Page 2 of 2

Re: Make string comparing faster

Posted: Tue Mar 30, 2021 2:48 pm
by wilbert
Saki wrote:Due to the double-zero termination, strings which are only one character long are also recognized correctly.
Where did you find PB strings use a double-zero termination ?
As far as I know only a single Null character is used to terminate a string. :?

Re: Make string comparing faster

Posted: Tue Mar 30, 2021 3:03 pm
by Saki
It corresponds to the logic to search the Unicode string word by word for the termination,
so a word is also expected as termination.

Code: Select all

a$=" "
ShowMemoryViewer(@a$, 100)

Re: Make string comparing faster

Posted: Tue Mar 30, 2021 3:06 pm
by Keya
Unicode uses two null bytes (0x0000) for string termination - a single null byte is not sufficient because many Unicode characters contain null bytes as either the high or the low byte

Re: Make string comparing faster

Posted: Tue Mar 30, 2021 4:08 pm
by wilbert
I misunderstood.
I thought with double-zero termination you meant two null characters (four zero bytes).

An empty string only contains a null character.

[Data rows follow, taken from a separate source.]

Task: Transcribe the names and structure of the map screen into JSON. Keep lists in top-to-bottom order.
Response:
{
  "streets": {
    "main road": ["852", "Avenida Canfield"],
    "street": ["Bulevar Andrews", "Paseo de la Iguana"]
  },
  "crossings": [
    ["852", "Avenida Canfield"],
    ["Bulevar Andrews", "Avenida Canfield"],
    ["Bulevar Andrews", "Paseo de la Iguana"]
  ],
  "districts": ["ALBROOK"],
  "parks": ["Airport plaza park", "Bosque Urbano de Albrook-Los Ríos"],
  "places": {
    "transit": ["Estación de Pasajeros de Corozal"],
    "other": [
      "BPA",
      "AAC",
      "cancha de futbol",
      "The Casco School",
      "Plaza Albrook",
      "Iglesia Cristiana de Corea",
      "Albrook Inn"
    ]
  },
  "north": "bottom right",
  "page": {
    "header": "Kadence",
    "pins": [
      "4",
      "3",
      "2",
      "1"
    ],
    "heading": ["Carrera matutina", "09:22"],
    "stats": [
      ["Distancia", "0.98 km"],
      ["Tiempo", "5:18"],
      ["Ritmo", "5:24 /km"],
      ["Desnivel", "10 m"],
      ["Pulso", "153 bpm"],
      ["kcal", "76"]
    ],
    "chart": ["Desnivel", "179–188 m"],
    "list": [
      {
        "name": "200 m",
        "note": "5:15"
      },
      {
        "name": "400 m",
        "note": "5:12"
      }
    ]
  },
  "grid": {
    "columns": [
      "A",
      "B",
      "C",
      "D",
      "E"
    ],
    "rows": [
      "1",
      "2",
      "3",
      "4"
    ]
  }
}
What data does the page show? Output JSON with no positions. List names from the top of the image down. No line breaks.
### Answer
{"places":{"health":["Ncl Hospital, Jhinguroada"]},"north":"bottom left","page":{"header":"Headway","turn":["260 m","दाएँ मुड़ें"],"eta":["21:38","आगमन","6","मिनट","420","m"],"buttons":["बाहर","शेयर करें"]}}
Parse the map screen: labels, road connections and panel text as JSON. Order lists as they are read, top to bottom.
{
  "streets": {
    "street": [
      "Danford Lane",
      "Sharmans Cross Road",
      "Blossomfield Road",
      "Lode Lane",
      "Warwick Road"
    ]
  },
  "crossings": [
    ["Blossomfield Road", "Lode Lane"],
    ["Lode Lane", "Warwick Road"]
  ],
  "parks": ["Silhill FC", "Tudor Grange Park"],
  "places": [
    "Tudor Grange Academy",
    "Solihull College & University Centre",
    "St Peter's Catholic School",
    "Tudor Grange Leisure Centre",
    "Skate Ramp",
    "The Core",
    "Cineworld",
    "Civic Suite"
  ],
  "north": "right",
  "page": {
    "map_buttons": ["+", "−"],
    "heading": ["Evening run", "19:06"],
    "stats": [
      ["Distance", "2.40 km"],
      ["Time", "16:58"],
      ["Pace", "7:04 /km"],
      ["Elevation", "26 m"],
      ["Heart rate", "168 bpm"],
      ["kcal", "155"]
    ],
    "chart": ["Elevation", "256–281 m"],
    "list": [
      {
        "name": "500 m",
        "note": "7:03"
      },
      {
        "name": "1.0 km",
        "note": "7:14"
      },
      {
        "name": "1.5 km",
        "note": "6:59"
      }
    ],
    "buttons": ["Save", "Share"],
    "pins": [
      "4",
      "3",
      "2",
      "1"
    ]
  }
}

In this case comparing the first two characters in theory can result in a crash if the address of the second character you try to read is on a memory page that doesn't allow to access its memory.
So if you want to compare the first two characters at once, you need to be sure that both strings have a minimum length of one.

Re: Make string comparing faster

Posted: Tue Mar 30, 2021 4:52 pm
by Saki
Primarily, I don't think Left(2) offers any noticeable speed advantage.
I myself had always used Left(2) and for the rest the simple comparison.
The rest is not big, it's always lightning fast.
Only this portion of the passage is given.